* [Problem details] In the data below, how many lines include the string "strokeStyle"? Give only the number.

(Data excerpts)

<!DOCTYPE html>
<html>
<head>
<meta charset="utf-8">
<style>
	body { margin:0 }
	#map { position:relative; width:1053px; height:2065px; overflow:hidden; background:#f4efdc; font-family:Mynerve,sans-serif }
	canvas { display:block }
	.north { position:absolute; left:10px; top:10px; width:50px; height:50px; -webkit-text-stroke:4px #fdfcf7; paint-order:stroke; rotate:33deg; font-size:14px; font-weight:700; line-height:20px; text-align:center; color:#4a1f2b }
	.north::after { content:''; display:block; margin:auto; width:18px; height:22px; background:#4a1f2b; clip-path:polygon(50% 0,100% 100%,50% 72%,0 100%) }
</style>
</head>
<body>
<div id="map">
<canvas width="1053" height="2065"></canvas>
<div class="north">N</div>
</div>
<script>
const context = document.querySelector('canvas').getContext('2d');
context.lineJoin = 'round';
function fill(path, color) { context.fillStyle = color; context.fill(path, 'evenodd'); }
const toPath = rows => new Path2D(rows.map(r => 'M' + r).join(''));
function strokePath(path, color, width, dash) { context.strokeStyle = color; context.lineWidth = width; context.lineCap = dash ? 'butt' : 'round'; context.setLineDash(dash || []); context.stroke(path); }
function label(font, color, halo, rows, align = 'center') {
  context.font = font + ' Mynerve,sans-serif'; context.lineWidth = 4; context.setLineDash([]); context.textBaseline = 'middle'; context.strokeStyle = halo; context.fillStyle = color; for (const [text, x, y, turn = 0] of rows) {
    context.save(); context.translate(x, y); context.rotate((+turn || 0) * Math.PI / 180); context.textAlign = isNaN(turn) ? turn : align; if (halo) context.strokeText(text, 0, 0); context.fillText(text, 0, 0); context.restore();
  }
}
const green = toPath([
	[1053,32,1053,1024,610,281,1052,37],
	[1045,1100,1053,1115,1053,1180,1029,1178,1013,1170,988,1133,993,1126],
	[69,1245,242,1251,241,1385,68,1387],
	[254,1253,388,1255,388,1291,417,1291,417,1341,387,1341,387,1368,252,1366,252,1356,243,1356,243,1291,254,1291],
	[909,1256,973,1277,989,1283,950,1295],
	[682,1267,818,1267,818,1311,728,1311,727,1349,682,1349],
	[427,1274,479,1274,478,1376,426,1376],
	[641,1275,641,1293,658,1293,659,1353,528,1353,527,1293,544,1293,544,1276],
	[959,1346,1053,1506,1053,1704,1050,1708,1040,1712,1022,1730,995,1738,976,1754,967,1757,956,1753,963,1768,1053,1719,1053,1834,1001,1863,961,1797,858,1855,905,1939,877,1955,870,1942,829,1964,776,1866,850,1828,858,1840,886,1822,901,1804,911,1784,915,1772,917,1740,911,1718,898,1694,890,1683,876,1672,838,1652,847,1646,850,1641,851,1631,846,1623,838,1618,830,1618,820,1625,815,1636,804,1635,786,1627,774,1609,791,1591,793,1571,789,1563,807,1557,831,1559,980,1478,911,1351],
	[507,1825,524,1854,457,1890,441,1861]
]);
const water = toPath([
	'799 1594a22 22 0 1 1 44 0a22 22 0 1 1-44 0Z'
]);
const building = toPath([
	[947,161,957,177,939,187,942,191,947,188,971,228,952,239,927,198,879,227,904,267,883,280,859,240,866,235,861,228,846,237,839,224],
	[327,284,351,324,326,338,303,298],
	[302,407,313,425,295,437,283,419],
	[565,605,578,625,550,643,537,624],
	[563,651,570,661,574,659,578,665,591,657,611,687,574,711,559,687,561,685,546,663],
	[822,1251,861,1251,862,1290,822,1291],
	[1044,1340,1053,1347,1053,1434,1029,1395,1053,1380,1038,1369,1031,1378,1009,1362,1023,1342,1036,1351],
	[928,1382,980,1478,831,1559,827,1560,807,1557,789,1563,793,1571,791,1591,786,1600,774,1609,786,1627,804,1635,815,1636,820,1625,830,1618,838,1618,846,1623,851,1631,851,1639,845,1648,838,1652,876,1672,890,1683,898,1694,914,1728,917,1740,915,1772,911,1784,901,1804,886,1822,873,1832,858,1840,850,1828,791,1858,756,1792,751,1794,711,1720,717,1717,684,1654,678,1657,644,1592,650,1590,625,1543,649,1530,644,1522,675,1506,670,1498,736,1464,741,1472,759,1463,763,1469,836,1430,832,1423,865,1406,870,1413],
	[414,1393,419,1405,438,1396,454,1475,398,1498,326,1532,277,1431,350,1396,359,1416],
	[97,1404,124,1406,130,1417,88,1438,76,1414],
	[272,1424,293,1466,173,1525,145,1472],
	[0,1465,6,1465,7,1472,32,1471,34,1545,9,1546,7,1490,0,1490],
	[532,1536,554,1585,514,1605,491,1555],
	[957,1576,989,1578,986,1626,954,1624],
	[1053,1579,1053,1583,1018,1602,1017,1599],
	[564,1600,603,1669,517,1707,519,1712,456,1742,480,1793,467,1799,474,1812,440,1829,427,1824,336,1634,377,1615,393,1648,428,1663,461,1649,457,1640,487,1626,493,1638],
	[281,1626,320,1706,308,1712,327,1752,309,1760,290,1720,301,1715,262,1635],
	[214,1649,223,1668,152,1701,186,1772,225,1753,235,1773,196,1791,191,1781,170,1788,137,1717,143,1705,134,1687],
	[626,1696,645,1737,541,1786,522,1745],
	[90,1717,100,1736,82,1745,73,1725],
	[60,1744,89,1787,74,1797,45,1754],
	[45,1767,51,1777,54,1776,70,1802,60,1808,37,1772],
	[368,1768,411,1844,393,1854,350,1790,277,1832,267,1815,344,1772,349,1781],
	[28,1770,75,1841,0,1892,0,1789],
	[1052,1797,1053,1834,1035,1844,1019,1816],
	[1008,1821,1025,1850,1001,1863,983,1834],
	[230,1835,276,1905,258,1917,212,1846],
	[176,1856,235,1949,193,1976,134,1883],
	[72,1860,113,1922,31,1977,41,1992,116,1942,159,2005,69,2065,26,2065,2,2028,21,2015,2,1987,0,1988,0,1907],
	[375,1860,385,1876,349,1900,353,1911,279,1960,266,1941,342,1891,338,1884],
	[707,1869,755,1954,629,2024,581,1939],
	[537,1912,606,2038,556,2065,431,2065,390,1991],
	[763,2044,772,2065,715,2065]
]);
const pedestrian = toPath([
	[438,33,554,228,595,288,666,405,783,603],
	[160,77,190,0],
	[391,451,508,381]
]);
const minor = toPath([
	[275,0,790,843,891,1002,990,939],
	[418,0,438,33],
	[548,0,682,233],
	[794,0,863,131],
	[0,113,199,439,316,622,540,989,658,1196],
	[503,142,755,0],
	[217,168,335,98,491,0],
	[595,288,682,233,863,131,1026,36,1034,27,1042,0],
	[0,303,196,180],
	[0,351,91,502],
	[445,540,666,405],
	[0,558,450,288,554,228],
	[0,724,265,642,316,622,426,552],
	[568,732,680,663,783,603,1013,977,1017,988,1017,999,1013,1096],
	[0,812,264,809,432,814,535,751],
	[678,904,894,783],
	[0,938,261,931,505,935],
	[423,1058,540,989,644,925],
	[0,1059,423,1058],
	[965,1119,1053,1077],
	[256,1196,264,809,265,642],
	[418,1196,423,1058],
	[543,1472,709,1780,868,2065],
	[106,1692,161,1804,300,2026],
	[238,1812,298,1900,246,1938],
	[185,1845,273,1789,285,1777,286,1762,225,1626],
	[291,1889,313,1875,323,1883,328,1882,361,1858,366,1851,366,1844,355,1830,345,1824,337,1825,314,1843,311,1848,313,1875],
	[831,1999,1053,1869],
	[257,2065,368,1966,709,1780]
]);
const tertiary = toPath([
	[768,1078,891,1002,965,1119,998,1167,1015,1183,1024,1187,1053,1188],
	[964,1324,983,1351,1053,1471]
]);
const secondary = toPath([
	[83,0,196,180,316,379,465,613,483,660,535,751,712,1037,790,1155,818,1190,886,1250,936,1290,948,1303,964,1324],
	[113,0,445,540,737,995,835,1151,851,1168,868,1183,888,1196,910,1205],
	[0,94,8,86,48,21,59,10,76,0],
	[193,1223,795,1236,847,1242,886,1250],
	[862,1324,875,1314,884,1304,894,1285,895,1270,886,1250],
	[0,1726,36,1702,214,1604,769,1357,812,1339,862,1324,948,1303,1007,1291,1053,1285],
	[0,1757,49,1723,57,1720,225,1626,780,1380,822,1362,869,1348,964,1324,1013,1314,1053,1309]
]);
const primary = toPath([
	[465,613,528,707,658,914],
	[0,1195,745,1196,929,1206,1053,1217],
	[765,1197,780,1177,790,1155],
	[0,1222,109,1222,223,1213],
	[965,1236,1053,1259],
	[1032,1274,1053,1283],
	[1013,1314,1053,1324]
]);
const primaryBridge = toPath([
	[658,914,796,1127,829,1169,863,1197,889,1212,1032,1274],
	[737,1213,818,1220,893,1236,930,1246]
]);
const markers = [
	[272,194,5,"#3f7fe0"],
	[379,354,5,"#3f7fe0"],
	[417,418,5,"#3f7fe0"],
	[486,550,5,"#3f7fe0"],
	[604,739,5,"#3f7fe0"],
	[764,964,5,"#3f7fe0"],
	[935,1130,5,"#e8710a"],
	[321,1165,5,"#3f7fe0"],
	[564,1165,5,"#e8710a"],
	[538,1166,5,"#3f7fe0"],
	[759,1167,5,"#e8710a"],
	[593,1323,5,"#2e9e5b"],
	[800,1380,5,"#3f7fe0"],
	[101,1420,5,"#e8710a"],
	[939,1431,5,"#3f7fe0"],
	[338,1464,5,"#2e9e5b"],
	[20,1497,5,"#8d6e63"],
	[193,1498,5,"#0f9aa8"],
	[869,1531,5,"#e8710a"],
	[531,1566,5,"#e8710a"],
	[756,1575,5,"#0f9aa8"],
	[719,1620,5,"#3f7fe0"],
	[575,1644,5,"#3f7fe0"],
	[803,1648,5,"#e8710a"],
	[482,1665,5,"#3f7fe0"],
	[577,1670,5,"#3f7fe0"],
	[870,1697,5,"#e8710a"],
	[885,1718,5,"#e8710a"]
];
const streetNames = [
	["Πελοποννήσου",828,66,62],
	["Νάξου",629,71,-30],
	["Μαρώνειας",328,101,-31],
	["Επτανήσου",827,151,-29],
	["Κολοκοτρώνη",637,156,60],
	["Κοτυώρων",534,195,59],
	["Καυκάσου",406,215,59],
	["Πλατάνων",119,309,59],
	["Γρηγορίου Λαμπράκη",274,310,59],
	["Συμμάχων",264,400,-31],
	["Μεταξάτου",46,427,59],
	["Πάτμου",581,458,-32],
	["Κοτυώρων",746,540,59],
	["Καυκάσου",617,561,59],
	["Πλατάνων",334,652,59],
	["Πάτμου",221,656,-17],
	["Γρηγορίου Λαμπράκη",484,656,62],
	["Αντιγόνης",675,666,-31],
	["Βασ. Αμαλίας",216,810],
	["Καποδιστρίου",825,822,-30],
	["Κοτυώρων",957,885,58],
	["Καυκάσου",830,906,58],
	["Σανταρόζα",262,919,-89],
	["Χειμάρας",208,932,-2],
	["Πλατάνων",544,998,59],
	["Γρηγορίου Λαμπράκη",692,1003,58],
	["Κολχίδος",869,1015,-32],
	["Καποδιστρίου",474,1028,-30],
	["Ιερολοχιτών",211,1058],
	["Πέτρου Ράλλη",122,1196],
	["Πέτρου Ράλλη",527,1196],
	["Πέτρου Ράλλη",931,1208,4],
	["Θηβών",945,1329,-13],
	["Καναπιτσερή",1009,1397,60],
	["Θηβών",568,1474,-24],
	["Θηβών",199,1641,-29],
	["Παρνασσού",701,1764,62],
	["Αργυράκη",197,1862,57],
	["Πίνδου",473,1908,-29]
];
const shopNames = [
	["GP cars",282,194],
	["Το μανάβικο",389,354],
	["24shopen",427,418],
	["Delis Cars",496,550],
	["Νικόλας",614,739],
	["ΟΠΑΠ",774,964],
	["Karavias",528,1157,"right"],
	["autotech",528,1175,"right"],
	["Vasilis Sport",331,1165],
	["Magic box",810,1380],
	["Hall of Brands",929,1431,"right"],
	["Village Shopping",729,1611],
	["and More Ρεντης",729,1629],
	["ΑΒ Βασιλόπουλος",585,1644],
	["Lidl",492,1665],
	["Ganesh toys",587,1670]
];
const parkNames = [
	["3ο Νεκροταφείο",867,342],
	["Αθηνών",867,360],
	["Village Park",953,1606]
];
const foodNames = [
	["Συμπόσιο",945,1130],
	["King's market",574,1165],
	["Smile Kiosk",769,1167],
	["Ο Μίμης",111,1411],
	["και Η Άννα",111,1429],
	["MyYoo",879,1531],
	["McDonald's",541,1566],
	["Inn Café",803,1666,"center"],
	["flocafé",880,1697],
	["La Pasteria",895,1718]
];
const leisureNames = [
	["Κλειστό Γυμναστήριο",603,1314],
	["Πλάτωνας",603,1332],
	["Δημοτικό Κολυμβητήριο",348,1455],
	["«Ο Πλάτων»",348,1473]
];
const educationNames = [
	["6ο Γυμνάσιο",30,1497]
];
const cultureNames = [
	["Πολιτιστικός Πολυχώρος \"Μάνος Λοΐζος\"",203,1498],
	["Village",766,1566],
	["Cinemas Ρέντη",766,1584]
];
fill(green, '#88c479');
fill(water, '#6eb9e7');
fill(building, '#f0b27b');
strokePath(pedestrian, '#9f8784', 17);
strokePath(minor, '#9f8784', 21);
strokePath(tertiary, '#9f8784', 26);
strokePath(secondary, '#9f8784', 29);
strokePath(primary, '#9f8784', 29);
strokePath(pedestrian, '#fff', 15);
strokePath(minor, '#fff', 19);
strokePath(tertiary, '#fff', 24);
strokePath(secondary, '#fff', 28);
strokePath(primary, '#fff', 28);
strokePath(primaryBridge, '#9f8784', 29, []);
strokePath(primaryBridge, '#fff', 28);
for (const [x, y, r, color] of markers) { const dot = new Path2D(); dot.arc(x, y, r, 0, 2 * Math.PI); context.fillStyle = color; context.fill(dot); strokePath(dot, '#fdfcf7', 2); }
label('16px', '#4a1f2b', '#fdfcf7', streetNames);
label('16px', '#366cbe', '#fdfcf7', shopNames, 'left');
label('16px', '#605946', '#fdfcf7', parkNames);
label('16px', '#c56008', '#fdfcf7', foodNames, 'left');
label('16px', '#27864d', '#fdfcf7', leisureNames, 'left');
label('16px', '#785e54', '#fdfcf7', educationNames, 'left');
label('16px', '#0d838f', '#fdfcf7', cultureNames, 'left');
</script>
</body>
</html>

* [Result] 2